Denmark cracks down on ‘greedy’ payday loans

Denmark cracks down on 'greedy' payday loans
Photo: Kristian Djurhuus/Ritzau Scanpix
A broad parliamentary majority agreed on Thursday the terms of a bill which will tighten Denmark’s regulatory grip on payday loans.

The government along with its left wing parliamentary allies support the agreement, as do opposition parties Liberal, the Danish People’s Party and Ny Borgelige and the unaligned Alternative party.

The agreement aims to clamp down on payday loans which have left a significant number of younger Danes in debt, according to a press statement released on Thursday by the Ministry of Industry, Business and Financial Affairs.

Under the new rules, limits will be set on the maximum annual cost of a consumer loan as well as on the maximum interest and fees payable on loans.

Additionally, commercials and other advertising of pay day loans will be more tightly regulated.

“I am very proud that we are now, for the first time, doing something about the pay day loans which have trapped many, particularly young and underprivileged people, in unmanageable debt,” business minister Simon Kollerup said in the press statement.

“It was high time. We have formed an agreement which protects Danish consumers. This agreement means that our regulation of this area is among the tightest in the EU,” Kollerup added.

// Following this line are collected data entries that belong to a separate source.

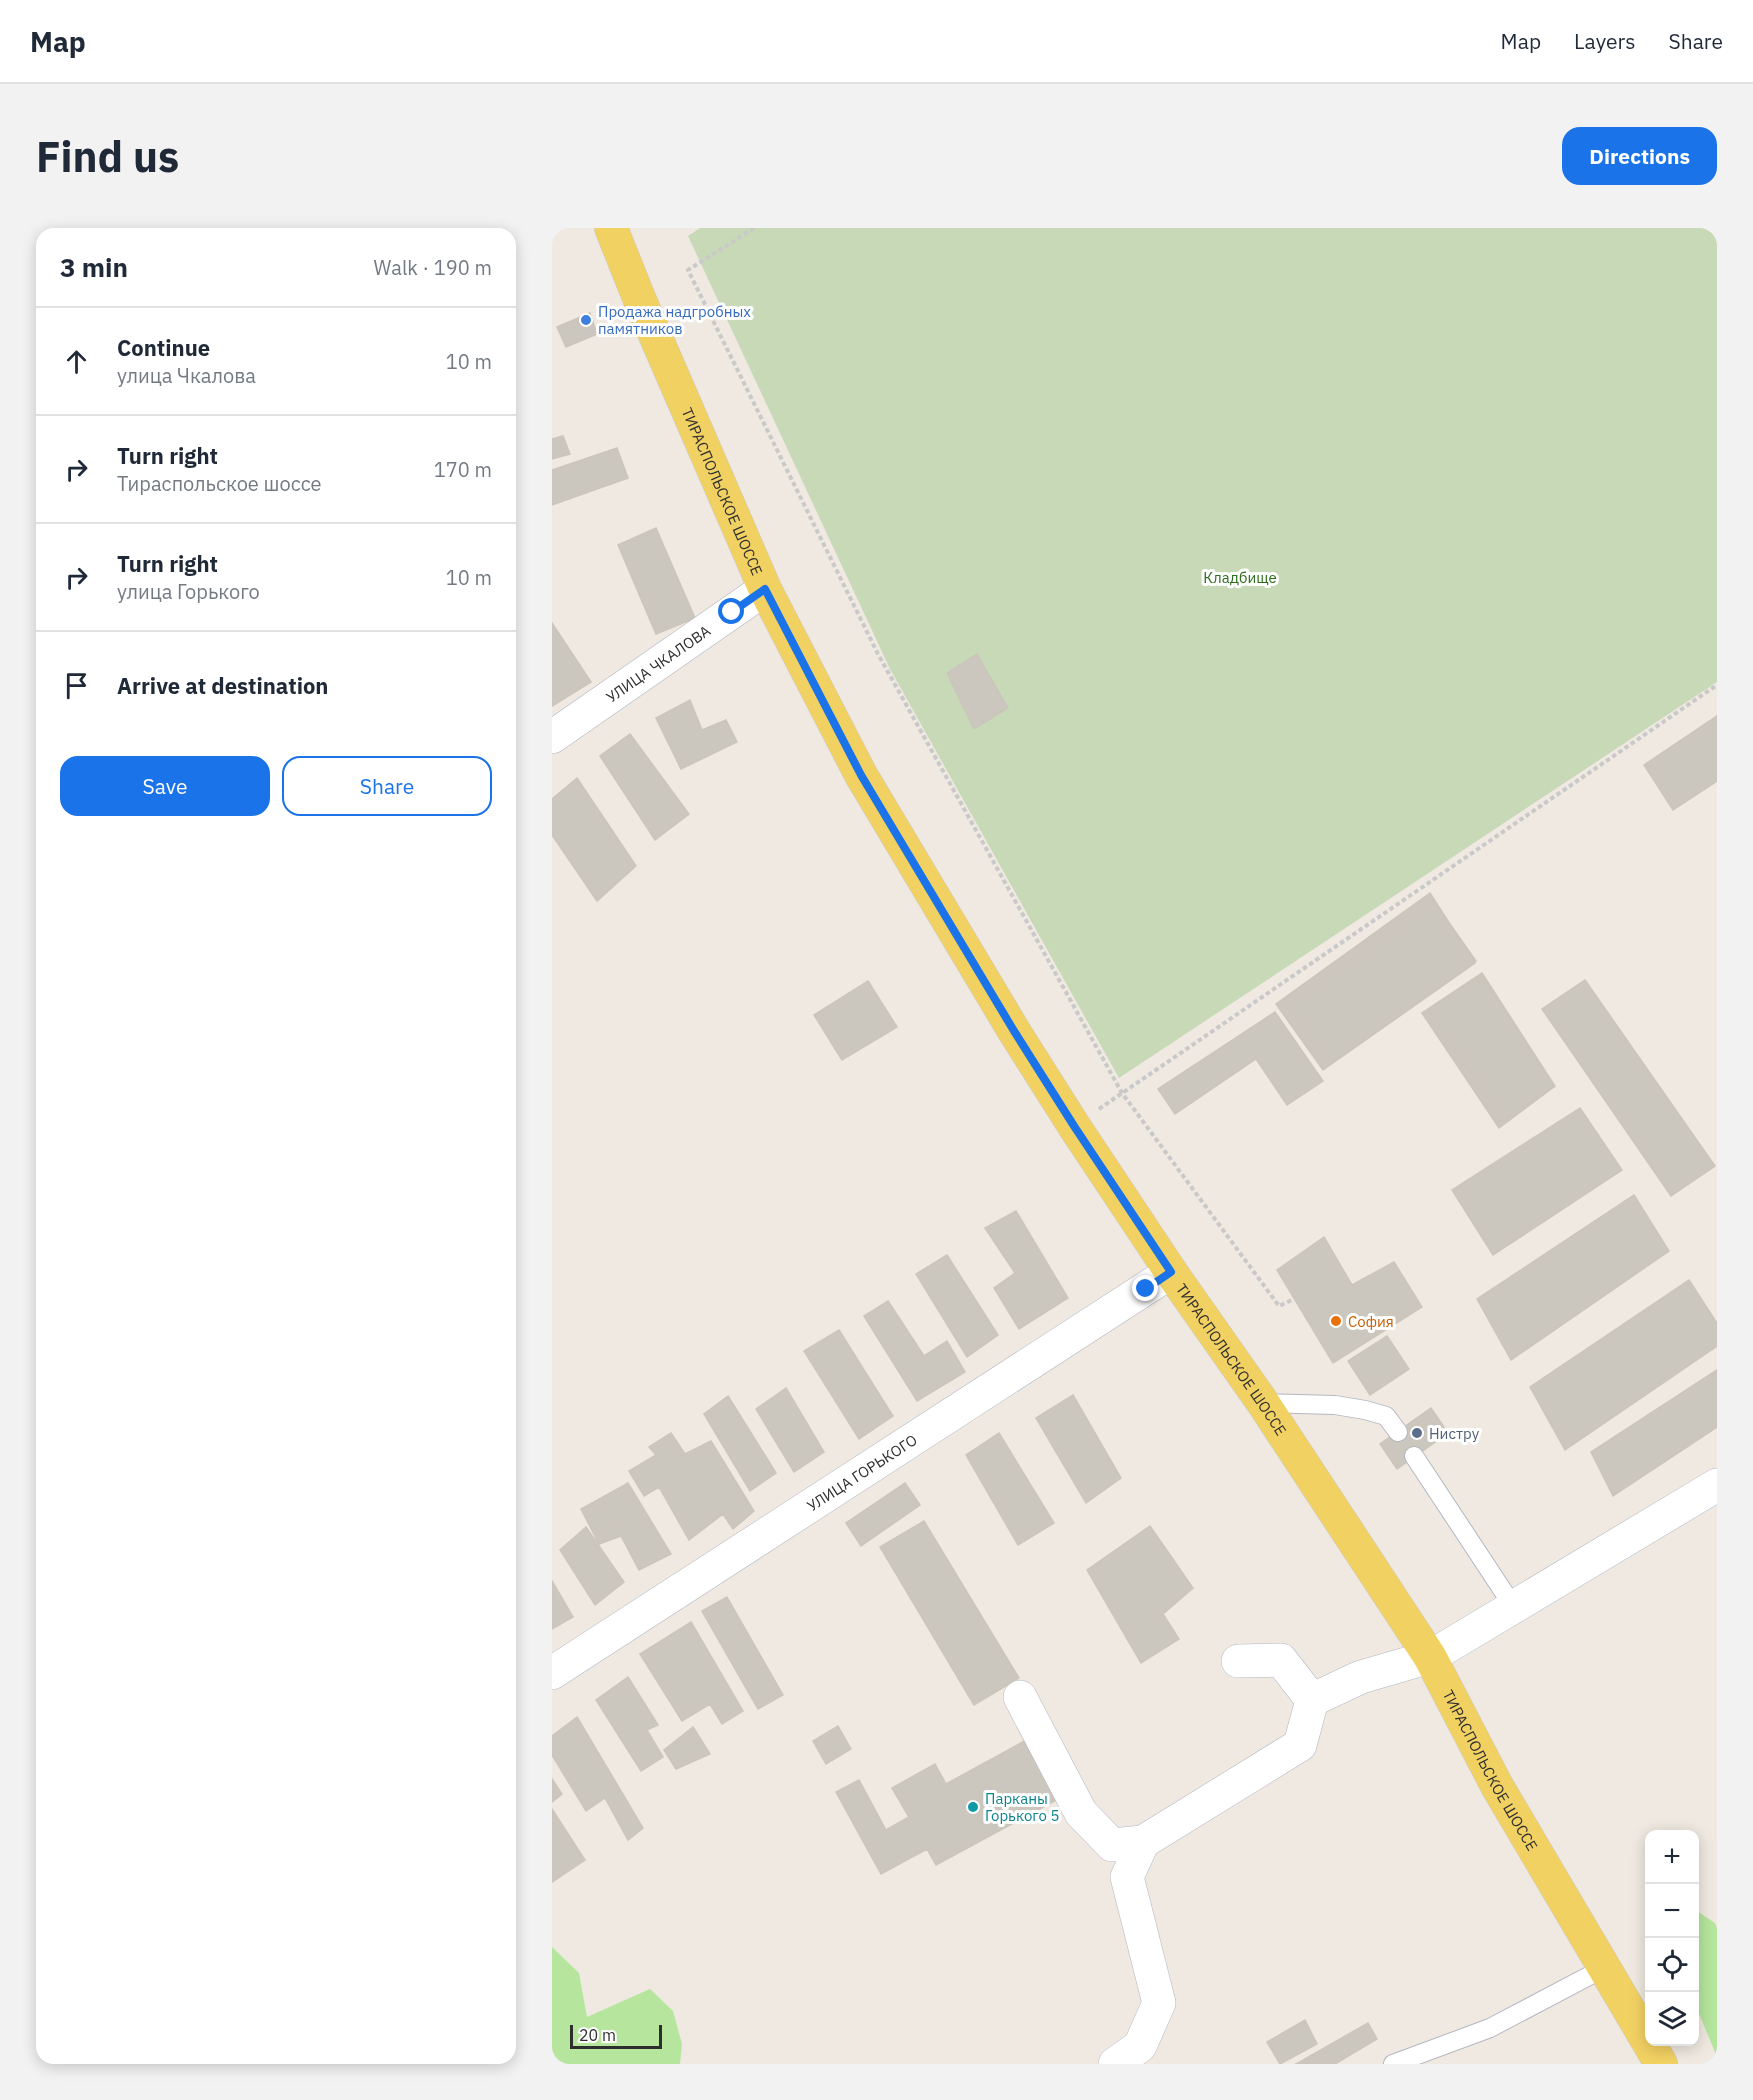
<!DOCTYPE html>
<meta charset="utf-8">
<style>
body{margin:0;font-family:"IBM Plex Sans",sans-serif;background:#f2f2f3;color:#1f2937}
.controls{position:absolute;right:18px;bottom:18px;display:grid;overflow:hidden;border-radius:12px;box-shadow:0 3px 15px #0003}
.controls button{width:54px;height:54px;display:grid;place-items:center;padding:0;border:0;border-bottom:2px solid #e0e1e3;background:#fff;color:#1f2937;font:30px sans-serif}
.scale{position:absolute;left:18px;bottom:15px;width:92px;box-sizing:border-box;padding-left:6px;border:3px solid #2e2e2e;border-top:0;font-size:16px;line-height:21px;white-space:nowrap;color:#2e2e2e;-webkit-text-stroke:4px #fff;paint-order:stroke}
.stop{position:absolute;width:18px;height:18px;margin:-14px;border:4px solid #1a73e8;border-radius:50%;background:#fff}
.stop.end{background:#1a73e8;border-color:#fff;box-shadow:0 2px 6px #0008}
.list{margin:0;padding:0;list-style:none}
h2{display:flex;justify-content:space-between;align-items:center;height:78px;margin:0;padding:0 24px;font-size:26px}
h2 small{font-size:20px;font-weight:400;color:#747a83}
.list li{display:grid;grid-template-columns:39px 1fr auto;gap:18px;align-items:center;box-sizing:border-box;height:108px;padding:0 24px;border-top:2px solid #e0e1e3}
.list b{display:block;font-size:22px;white-space:nowrap}
.list p{margin:0;font-size:20px;white-space:nowrap;color:#747a83}
.list em{font-size:20px;font-style:normal;color:#747a83}
.actions{display:flex;gap:12px;padding:18px 24px}
.actions a{flex:1;padding:14px 0;border:2px solid #1a73e8;border-radius:18px;text-align:center;font-size:21px;color:#1a73e8}
.actions .main{background:#1a73e8;color:#fff}
.icon{flex:none;width:33px;height:33px;fill:none;stroke:currentColor;stroke-width:2;stroke-linecap:round;stroke-linejoin:round}
.map{position:relative;flex:none;width:1165px;height:1836px;overflow:hidden;border-radius:18px}
header{display:flex;align-items:center;gap:36px;box-sizing:border-box;height:84px;padding:0 30px;background:#fff;border-bottom:2px solid #e0e1e3}
header strong{font-size:28px}
nav{display:flex;gap:33px;margin-inline-start:auto;font-size:21px}
.intro{display:flex;align-items:center;justify-content:space-between;box-sizing:border-box;height:144px;padding:0 36px}
h1{margin:0;font-size:42px}
.button{padding:15px 27px;border-radius:18px;background:#1a73e8;color:#fff;font-size:21px;font-weight:700}
main{display:flex;gap:36px;padding:0 36px}
aside{flex:1;background:#fff;border-radius:18px;box-shadow:0 3px 15px #0003}
.map>svg:first-child{display:block}
.green{fill:#b6e59e}
.cemetery{fill:#c8d9b8}
.building{fill:#cbc7bf;stroke:#cbc5ba;stroke-width:1.5}
.lines{fill:none;stroke-linecap:round;stroke-linejoin:round}
.lane-casing{stroke:#b4b7c1;stroke-width:20}
.street-casing{stroke:#b4b7c1;stroke-width:34}
.primary-casing{stroke:#c9c9c9;stroke-width:34}
.path{stroke:#c9c9c9;stroke-width:4;stroke-dasharray:4.5 3;stroke-linecap:butt}
.lane{stroke:#fff;stroke-width:18}
.street{stroke:#fff;stroke-width:33}
.primary{stroke:#f2d163;stroke-width:33}
.route{stroke:#1a73e8;stroke-width:8}
.shop-dot{fill:#3f7fe0;stroke:#fff;stroke-width:2}
.food-dot{fill:#e8710a;stroke:#fff;stroke-width:2}
.service-dot{fill:#5c6f8a;stroke:#fff;stroke-width:2}
.culture-dot{fill:#0f9aa8;stroke:#fff;stroke-width:2}
.labels{text-anchor:middle;dominant-baseline:central;stroke-width:6;stroke-linejoin:round;paint-order:stroke}
.shop-label{font-size:15px;fill:#366cbe;stroke:#fff;text-anchor:start}
.street-label{font-size:15px;fill:#2e2e2e;stroke:#fff}
.park-label{font-size:15px;fill:#2c6e1b;stroke:#fff}
.food-label{font-size:15px;fill:#c56008;stroke:#fff;text-anchor:start}
.service-label{font-size:15px;fill:#4e5e75;stroke:#fff;text-anchor:start}
.culture-label{font-size:15px;fill:#0d838f;stroke:#fff;text-anchor:start}
</style>
<header>
<strong>Map</strong>
<nav><a>Map</a><a>Layers</a><a>Share</a></nav>
</header>
<div class="intro"><h1>Find us</h1><a class="button">Directions</a></div>
<main>
<aside>
<h2>3 min<small>Walk · 190 m</small></h2>
<ul class="list">
<li><svg class="icon" aria-label="ahead" viewBox="0 0 24 24"><path d="M12 20V5M6 11l6-6 6 6"/></svg><div><b>Continue</b><p>улица Чкалова</p></div><em>10 m</em></li>
<li><svg class="icon" aria-label="right" viewBox="0 0 24 24"><path d="M7 20v-9h11M14 6l5 5-5 5"/></svg><div><b>Turn right</b><p>Тираспольское шоссе</p></div><em>170 m</em></li>
<li><svg class="icon" aria-label="right" viewBox="0 0 24 24"><path d="M7 20v-9h11M14 6l5 5-5 5"/></svg><div><b>Turn right</b><p>улица Горького</p></div><em>10 m</em></li>
<li><svg class="icon" aria-label="arrive" viewBox="0 0 24 24"><path d="M6 21V4h12l-3 4 3 4H6"/></svg><div><b>Arrive at destination</b></div></li>
</ul>
<div class="actions"><a class="main">Save</a><a>Share</a></div>
</aside>
<div class="map">
<svg width="1165" height="1836" viewBox="0 0 1165 1836">
<rect width="100%" height="100%" fill="#efe9e1"/>
<path class="green" d="M1142,1681L1163,1695L1165,1700V1829L1143,1776Z
M0,1719L27,1745L35,1789L98,1761L121,1783L130,1816L128,1836H0Z"/>
<path class="cemetery" d="M148,0H1165V454L567,850L338,441L136,8Z"/>
<path class="building" d="M38,85L45,106L14,119L5,99Z
M11,208L18,226L0,231V211Z
M65,220L76,250L0,277V242Z
M104,300L143,390L104,406L66,317Z
M0,395L39,454L0,478Z
M425,426L456,480L422,501L395,445Z
M138,472L150,502L174,492L185,514L129,541L104,490Z
M1165,488V553L1121,582L1092,537Z
M78,506L137,586L103,612L48,528Z
M25,550L84,638L45,673L0,607V571Z
M878,665L923,735L771,842L724,776Z
M884,676L924,733L778,837L735,778Z
M930,745L1003,858L947,900L870,785Z
M929,747L1002,859L950,893L877,781Z
M1033,752L1163,938L1119,968L990,781Z
M316,753L345,799L290,832L262,787Z
M723,784L771,853L735,877L704,831L623,886L606,861Z
M1028,880L1070,942L941,1027L900,962Z
M1082,967L1117,1023L959,1132L925,1071Z
M464,983L516,1070L467,1101L442,1060L463,1045L433,1000Z
M772,1009L800,1057L842,1034L870,1079L781,1135L725,1042Z
M395,1027L446,1107L415,1129L364,1046Z
M1137,1052L1165,1095V1118L1013,1222L978,1159Z
M336,1073L372,1128L395,1113L413,1144L365,1173L312,1088Z
M287,1102L341,1188L307,1211L252,1123Z
M835,1108L857,1141L818,1167L796,1133Z
M1165,1142V1199L1061,1268L1039,1224Z
M234,1160L272,1224L242,1244L204,1181Z
M521,1167L569,1250L534,1275L484,1190Z
M176,1168L224,1245L198,1263L152,1186Z
M879,1180L896,1205L845,1241L828,1216Z
M119,1205L133,1226L159,1213L202,1283L181,1301L171,1286L137,1312L107,1259L92,1268L77,1243L104,1227L97,1219Z
M447,1205L502,1295L466,1317L414,1227Z
M76,1255L119,1326L87,1342L49,1270Z
M353,1255L368,1277L309,1318L294,1295Z
M49,1270L69,1308L47,1316L29,1281Z
M372,1293L467,1450L422,1477L328,1319Z
M598,1298L641,1360L611,1386L627,1411L589,1435L535,1342Z
M34,1299L72,1354L43,1377L8,1322Z
M0,1353L21,1389L0,1401Z
M175,1369L231,1467L206,1481L150,1383Z
M139,1394L191,1483L170,1496L158,1476L130,1493L88,1426Z
M76,1449L106,1497L95,1502L111,1529L89,1543L44,1472Z
M25,1489L91,1600L76,1612L53,1570L34,1583L0,1527V1508Z
M286,1498L299,1521L274,1536L261,1513Z
M141,1499L158,1526L124,1541L112,1522Z
M478,1510L510,1569L384,1637L375,1621L329,1646L284,1564L307,1552L334,1602L357,1589L340,1560L383,1536L394,1556Z
M0,1551L10,1566L0,1574Z
M0,1581L33,1632L0,1654Z
M753,1792L765,1816L728,1836L715,1814Z
M816,1795L825,1811L783,1836H744Z"/>
<g class="lines">
<defs>
<path id="lane" d="M711,1175L783,1177L813,1182L834,1188L846,1204
M862,1228L961,1378
M841,1836L938,1800L1052,1740"/>
<g id="street">
<path id="s1" d="M0,509L213,361"/>
<path id="s2" d="M0,1445L619,1044"/>
<path d="M468,1469L529,1585L560,1617L591,1614"/>
<path d="M760,1472L809,1449L878,1429L1165,1257"/>
<path d="M563,1836L588,1818L607,1775L575,1649L591,1614L748,1517L760,1472L729,1432L686,1433"/>
</g>
<g id="primary">
<path id="s3" d="M59,0L87,70L213,361L309,547L462,803L522,898L619,1044L711,1175L878,1429L945,1558L1109,1836"/>
</g>
</defs>
<use href="#lane" class="lane-casing"/>
<use href="#street" class="street-casing"/>
<use href="#primary" class="primary-casing"/>
<path class="path" d="M202,0L136,42L326,426L570,865L727,1078L742,1071
M547,881L1165,457"/>
<use href="#lane" class="lane"/>
<use href="#street" class="street"/>
<use href="#primary" class="primary"/>
</g>
<g class="lines">
<path class="route" d="M180,384L213,361L309,547L462,803L522,898L619,1044L594,1061"/>
</g>
<circle class="shop-dot" cx="34" cy="92" r="6"/>
<circle class="food-dot" cx="784" cy="1093" r="6"/>
<circle class="service-dot" cx="865" cy="1205" r="6"/>
<circle class="culture-dot" cx="421" cy="1579" r="6"/>
<g class="labels">
<g class="shop-label">
<text x="46" y="83">Продажа надгробных<tspan x="46" dy="17">памятников</tspan></text>
</g>
<g class="street-label">
<text stroke="none"><textPath href="#s3" startOffset="286">ТИРАСПОЛЬСКОЕ ШОССЕ</textPath></text>
<text stroke="none"><textPath href="#s1" startOffset="129">УЛИЦА ЧКАЛОВА</textPath></text>
<text stroke="none"><textPath href="#s3" startOffset="1294">ТИРАСПОЛЬСКОЕ ШОССЕ</textPath></text>
<text stroke="none"><textPath href="#s2" startOffset="369">УЛИЦА ГОРЬКОГО</textPath></text>
<text stroke="none"><textPath href="#s3" startOffset="1780">ТИРАСПОЛЬСКОЕ ШОССЕ</textPath></text>
</g>
<g class="park-label">
<text x="688" y="349">Кладбище</text>
</g>
<g class="food-label">
<text x="796" y="1093">София</text>
</g>
<g class="service-label">
<text x="877" y="1205">Нистру</text>
</g>
<g class="culture-label">
<text x="433" y="1570">Парканы<tspan x="433" dy="17">Горького 5</tspan></text>
</g>
</g>
</svg>
<div class="controls">
<button>+</button>
<button>−</button>
<button><svg class="icon" aria-label="locate" viewBox="0 0 24 24"><circle cx="12" cy="12" r="6"/><path d="M12 2v4M12 18v4M2 12h4M18 12h4"/></svg></button>
<button><svg class="icon" aria-label="layers" viewBox="0 0 24 24"><path d="M12 4l9 5-9 5-9-5zM3 14l9 5 9-5"/></svg></button>
</div>
<div class="scale">20 m</div>
<div class="stop" style="left:180px;top:384px"></div>
<div class="stop end" style="left:594px;top:1061px"></div>
</div>
</main>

Specifically, the new rules will ban all loans with an APR of more than 35 percent. Under current rules, loans with APRs as high as 800 percent exist on the market.

Companies offering loans with APRs higher than 25 percent will be banned from marketing them, meanwhile.

“Companies who behave decently towards their customers can look forward to a relatively easy transition to the new rules, while a number of those who have been the most greedy will have to change their business models. I am happy that parliament is in support of this plan,” Kollerup said.

The agreement also provides funding for counselling for people who find themselves in economic difficulty as a result of the loans, and increased lessons on managing personal economy will be given in schools.